EXCERPTED DATA =
--------------------------------

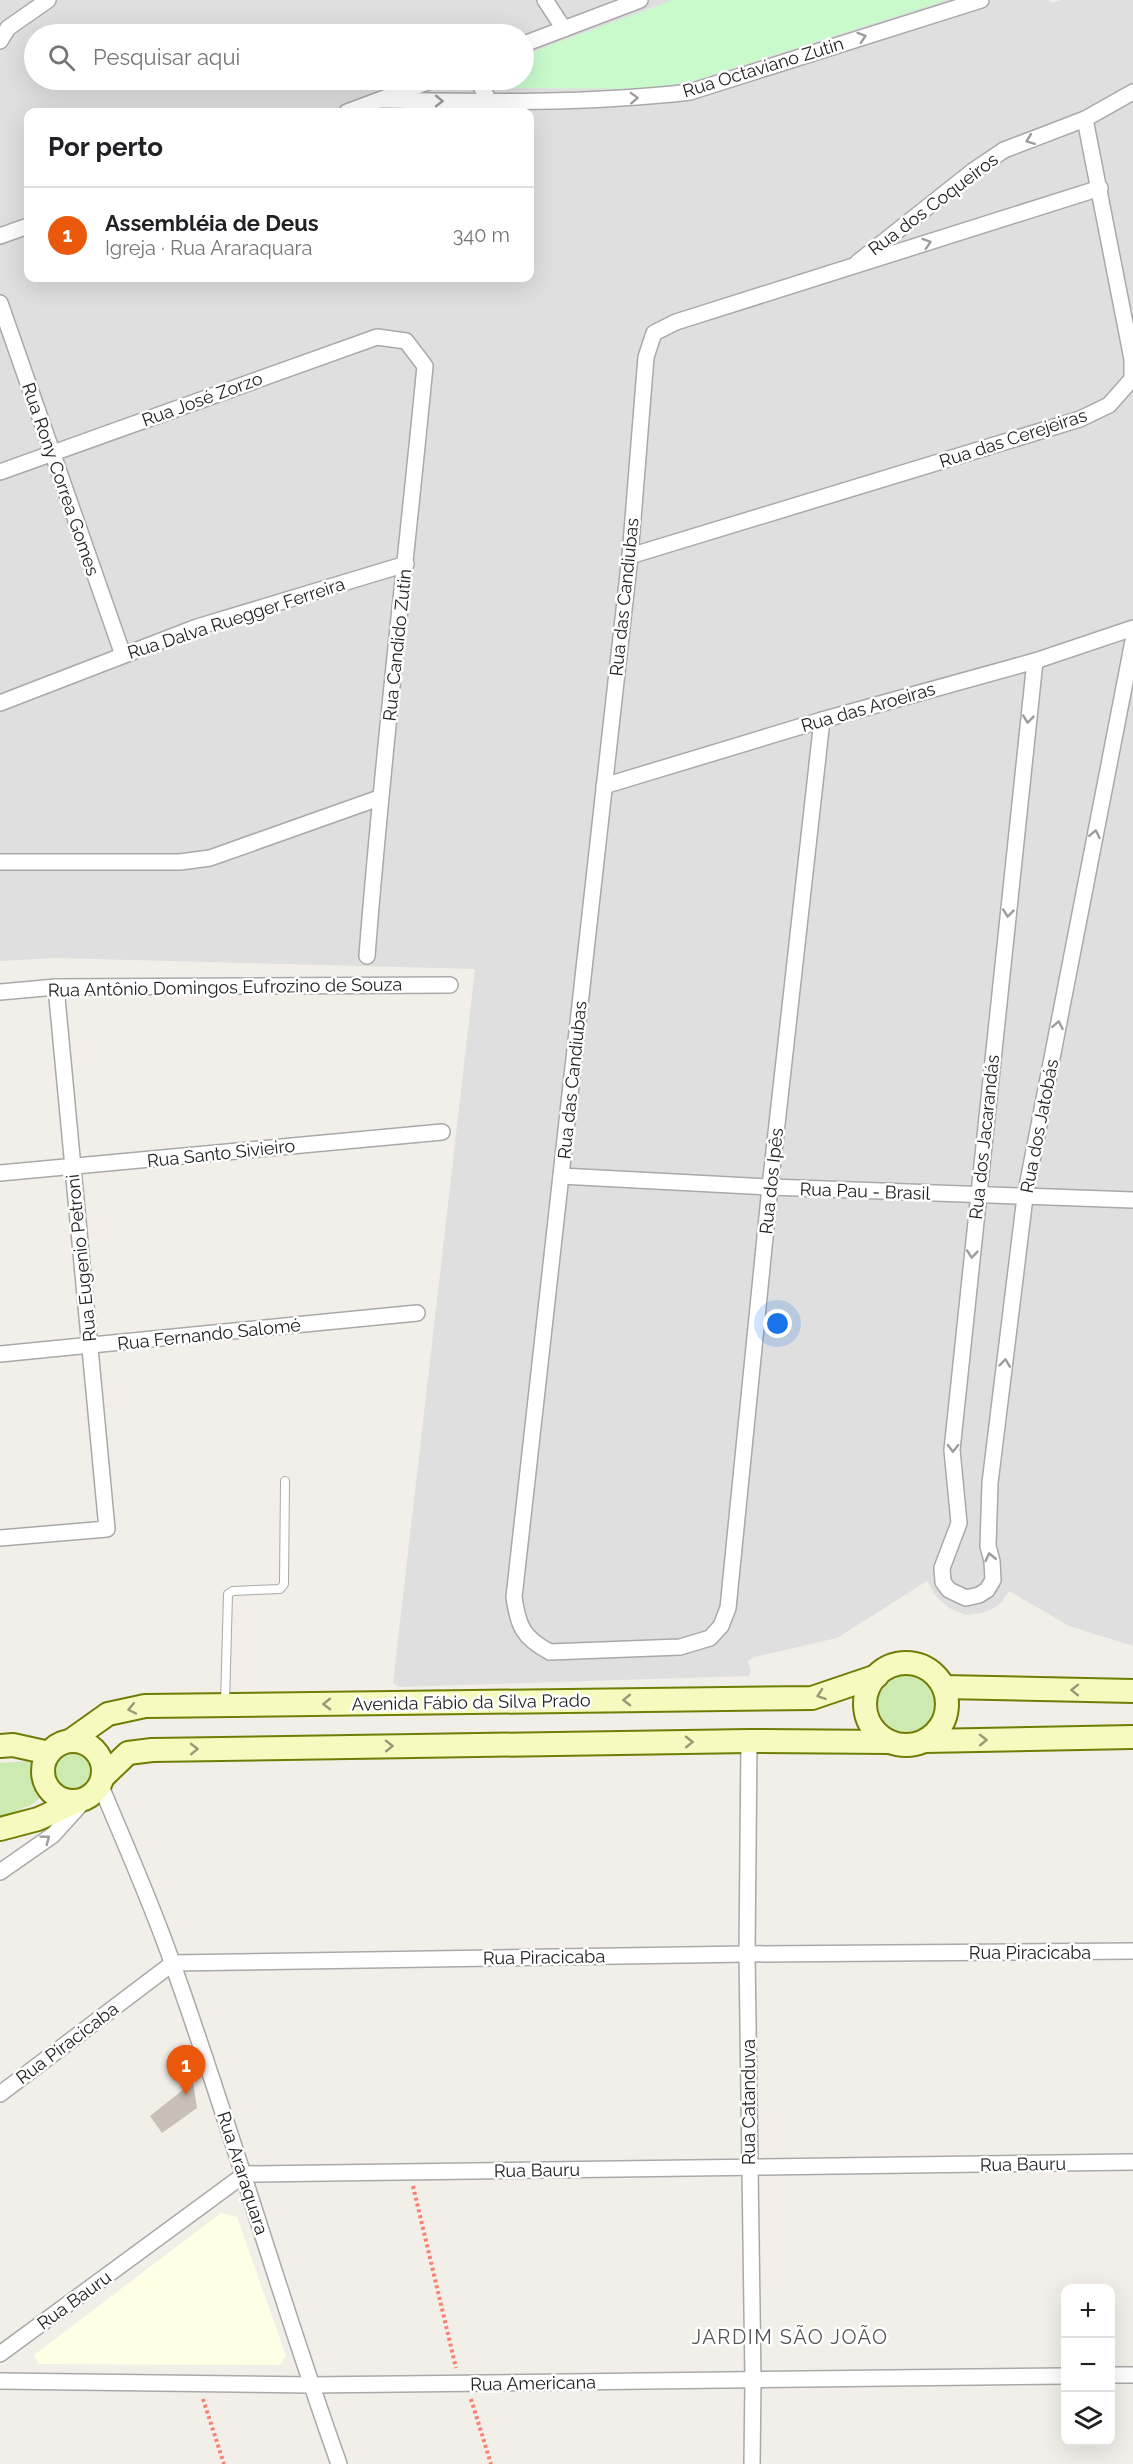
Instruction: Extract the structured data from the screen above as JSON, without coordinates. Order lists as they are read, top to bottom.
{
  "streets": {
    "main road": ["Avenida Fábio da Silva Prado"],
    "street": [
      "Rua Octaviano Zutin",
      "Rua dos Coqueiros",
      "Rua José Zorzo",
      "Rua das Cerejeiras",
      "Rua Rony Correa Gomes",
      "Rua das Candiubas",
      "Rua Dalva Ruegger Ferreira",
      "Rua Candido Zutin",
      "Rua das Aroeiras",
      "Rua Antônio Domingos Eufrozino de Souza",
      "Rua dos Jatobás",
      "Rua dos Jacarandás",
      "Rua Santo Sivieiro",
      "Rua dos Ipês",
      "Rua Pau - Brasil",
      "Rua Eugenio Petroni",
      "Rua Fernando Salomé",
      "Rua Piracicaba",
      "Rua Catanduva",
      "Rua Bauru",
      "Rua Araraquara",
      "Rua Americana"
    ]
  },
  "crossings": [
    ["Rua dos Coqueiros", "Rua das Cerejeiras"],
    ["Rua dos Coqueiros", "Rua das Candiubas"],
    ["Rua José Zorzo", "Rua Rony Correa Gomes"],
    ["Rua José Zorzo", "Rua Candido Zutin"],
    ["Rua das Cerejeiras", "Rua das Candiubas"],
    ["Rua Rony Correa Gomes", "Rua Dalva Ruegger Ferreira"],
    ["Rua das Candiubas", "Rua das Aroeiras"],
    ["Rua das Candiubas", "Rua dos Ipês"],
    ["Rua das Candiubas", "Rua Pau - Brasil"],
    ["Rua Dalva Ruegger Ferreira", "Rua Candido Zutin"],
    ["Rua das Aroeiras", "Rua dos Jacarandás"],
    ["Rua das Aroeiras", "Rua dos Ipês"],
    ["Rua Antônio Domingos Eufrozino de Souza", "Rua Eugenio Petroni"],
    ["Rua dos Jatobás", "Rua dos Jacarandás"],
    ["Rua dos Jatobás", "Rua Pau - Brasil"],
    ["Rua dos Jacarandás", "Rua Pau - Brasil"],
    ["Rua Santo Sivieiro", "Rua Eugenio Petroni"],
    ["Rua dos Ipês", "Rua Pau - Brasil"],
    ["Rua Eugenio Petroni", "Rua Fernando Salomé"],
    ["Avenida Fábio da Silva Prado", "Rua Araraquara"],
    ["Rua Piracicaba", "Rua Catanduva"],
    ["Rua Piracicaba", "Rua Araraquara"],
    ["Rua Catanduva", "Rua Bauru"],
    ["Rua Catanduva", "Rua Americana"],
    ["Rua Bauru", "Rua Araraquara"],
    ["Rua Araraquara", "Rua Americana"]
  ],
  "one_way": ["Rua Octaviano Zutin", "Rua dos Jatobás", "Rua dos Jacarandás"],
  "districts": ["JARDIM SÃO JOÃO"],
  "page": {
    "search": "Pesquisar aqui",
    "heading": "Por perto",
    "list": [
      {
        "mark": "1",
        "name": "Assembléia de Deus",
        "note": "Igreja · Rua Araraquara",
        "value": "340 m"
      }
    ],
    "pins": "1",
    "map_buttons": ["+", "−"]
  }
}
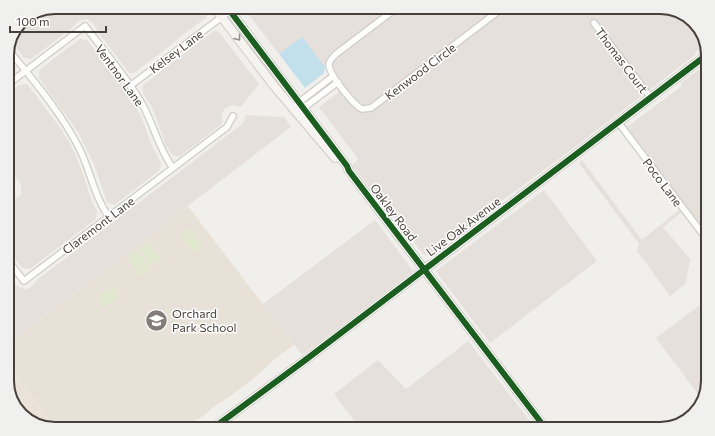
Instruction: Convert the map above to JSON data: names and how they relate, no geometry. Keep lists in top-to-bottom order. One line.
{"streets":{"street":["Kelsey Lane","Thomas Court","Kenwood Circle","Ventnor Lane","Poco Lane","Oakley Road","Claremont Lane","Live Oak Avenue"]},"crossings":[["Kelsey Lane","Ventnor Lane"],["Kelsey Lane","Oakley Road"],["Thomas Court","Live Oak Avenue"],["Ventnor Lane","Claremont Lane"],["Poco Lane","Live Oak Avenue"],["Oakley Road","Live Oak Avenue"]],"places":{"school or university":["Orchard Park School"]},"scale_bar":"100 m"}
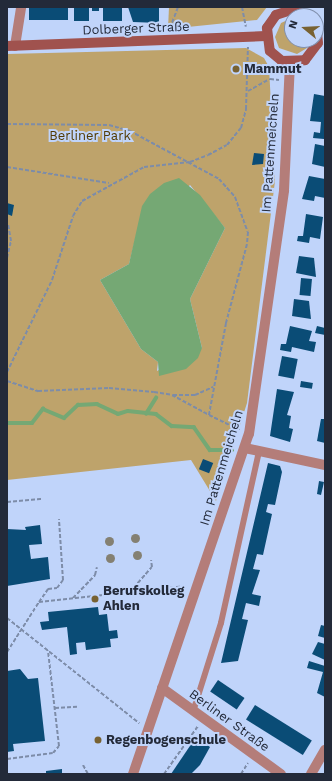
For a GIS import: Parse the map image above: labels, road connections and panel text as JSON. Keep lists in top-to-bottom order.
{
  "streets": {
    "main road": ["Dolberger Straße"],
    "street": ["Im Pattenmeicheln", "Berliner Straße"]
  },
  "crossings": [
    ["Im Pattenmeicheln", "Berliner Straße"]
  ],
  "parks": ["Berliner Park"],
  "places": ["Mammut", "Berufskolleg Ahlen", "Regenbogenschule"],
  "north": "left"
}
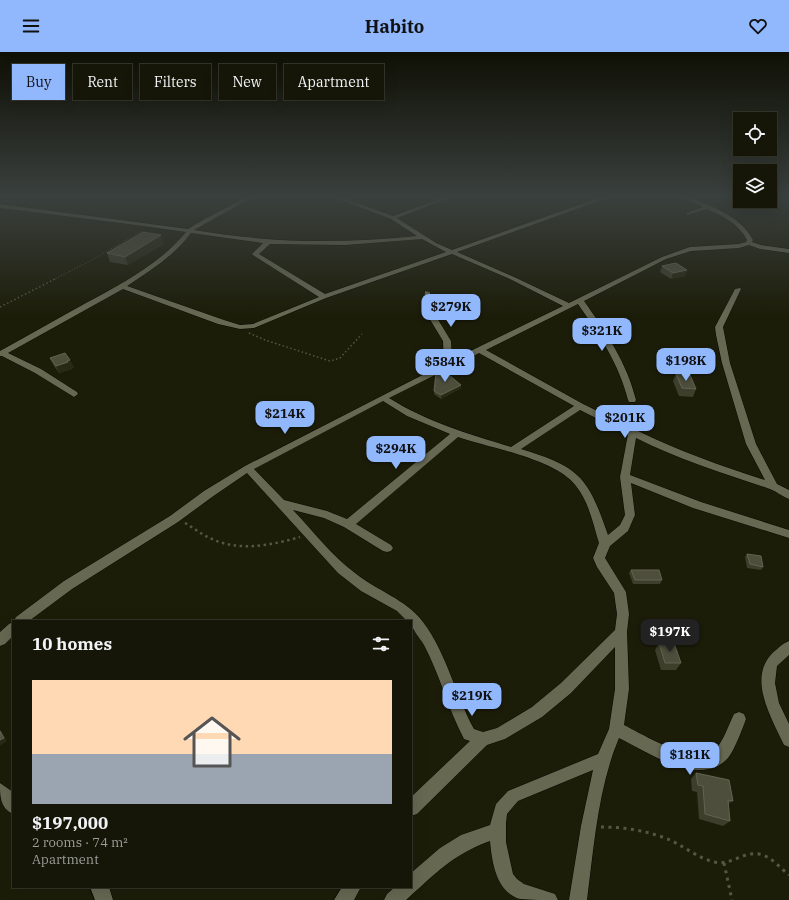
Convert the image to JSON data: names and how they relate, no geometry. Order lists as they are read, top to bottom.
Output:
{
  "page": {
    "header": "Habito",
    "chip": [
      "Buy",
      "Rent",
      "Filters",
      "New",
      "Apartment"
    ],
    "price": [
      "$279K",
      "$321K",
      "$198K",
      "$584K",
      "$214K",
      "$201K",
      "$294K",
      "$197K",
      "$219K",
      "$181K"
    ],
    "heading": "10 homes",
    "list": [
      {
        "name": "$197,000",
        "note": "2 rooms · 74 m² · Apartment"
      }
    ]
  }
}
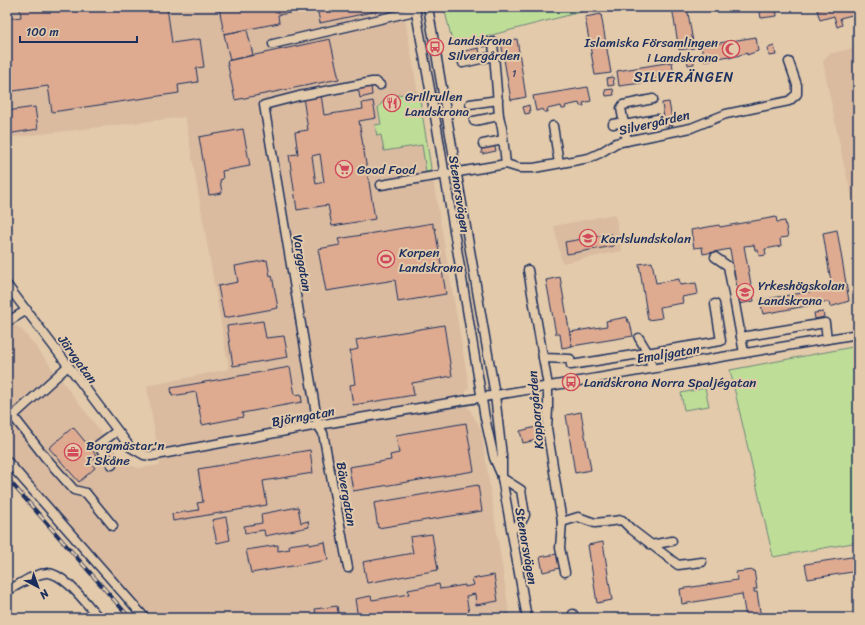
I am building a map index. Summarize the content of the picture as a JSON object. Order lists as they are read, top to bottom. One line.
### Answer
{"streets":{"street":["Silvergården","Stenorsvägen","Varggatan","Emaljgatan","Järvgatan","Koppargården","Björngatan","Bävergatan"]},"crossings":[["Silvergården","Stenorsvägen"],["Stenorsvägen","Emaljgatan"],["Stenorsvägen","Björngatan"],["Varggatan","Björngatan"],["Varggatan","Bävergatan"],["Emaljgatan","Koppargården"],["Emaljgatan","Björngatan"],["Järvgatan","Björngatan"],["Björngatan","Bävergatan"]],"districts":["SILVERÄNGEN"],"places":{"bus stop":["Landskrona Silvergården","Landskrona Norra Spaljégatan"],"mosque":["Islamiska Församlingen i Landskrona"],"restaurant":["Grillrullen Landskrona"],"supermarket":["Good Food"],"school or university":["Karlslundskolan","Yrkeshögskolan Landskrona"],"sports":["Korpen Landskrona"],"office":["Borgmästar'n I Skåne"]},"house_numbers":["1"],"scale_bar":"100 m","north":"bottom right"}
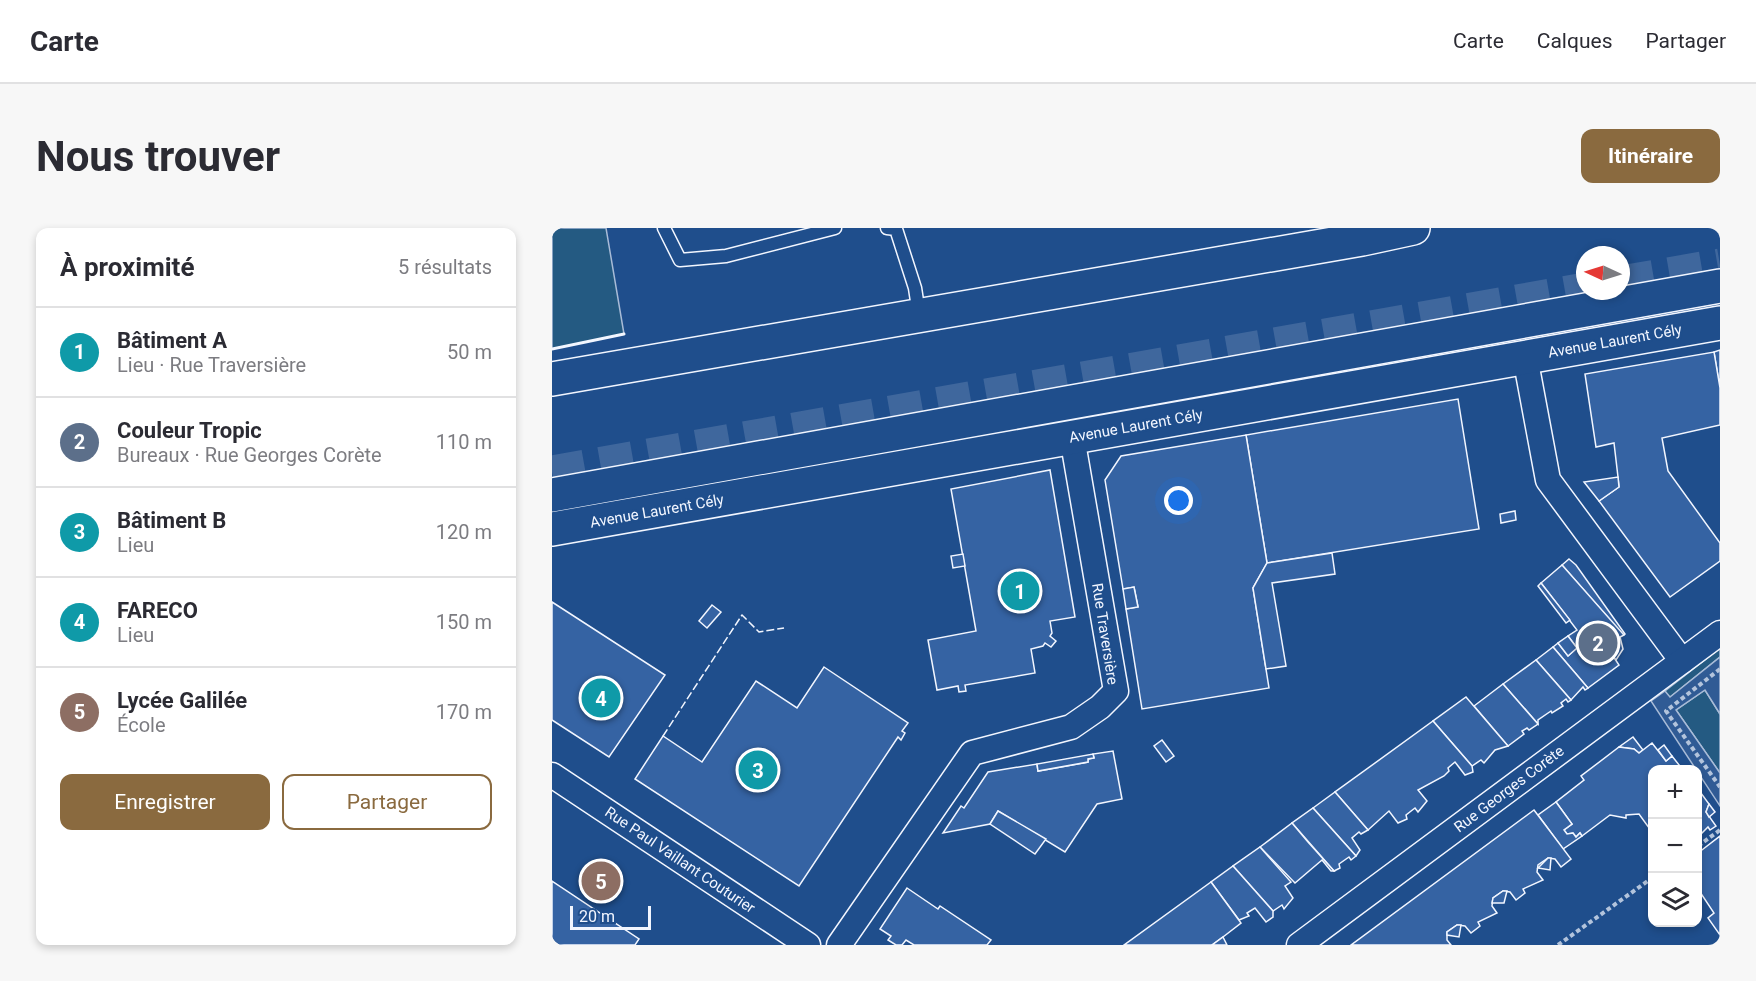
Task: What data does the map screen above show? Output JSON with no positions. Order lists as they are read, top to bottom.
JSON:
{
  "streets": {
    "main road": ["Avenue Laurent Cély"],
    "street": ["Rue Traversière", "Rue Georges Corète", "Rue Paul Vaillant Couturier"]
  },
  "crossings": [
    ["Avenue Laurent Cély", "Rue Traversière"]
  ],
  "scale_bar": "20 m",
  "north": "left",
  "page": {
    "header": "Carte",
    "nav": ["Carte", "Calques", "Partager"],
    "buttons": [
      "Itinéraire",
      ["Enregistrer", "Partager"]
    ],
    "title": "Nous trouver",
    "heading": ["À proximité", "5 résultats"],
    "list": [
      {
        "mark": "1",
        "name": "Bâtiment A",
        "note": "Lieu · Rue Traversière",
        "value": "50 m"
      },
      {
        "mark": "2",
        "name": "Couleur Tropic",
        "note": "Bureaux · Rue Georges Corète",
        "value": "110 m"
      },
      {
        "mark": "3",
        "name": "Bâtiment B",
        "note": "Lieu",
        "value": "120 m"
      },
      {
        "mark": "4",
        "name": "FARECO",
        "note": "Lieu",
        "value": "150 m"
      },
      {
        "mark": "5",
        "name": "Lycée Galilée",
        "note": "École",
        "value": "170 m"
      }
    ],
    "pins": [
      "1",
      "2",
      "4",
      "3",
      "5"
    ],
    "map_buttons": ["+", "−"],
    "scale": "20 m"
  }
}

--------------------------------

For this exercise, please set down exactly the lines of the listing above from the line with "For a GIS import: Parse" up to and including the line with "I am building", and no pictures.

ANSWER SECTION =
For a GIS import: Parse the map image above: labels, road connections and panel text as JSON. Keep lists in top-to-bottom order.
{
  "streets": {
    "main road": ["Dolberger Straße"],
    "street": ["Im Pattenmeicheln", "Berliner Straße"]
  },
  "crossings": [
    ["Im Pattenmeicheln", "Berliner Straße"]
  ],
  "parks": ["Berliner Park"],
  "places": ["Mammut", "Berufskolleg Ahlen", "Regenbogenschule"],
  "north": "left"
}
Convert the image to JSON data: names and how they relate, no geometry. Order lists as they are read, top to bottom.
Output:
{
  "page": {
    "header": "Habito",
    "chip": [
      "Buy",
      "Rent",
      "Filters",
      "New",
      "Apartment"
    ],
    "price": [
      "$279K",
      "$321K",
      "$198K",
      "$584K",
      "$214K",
      "$201K",
      "$294K",
      "$197K",
      "$219K",
      "$181K"
    ],
    "heading": "10 homes",
    "list": [
      {
        "name": "$197,000",
        "note": "2 rooms · 74 m² · Apartment"
      }
    ]
  }
}
I am building a map index. Summarize the content of the picture as a JSON object. Order lists as they are read, top to bottom. One line.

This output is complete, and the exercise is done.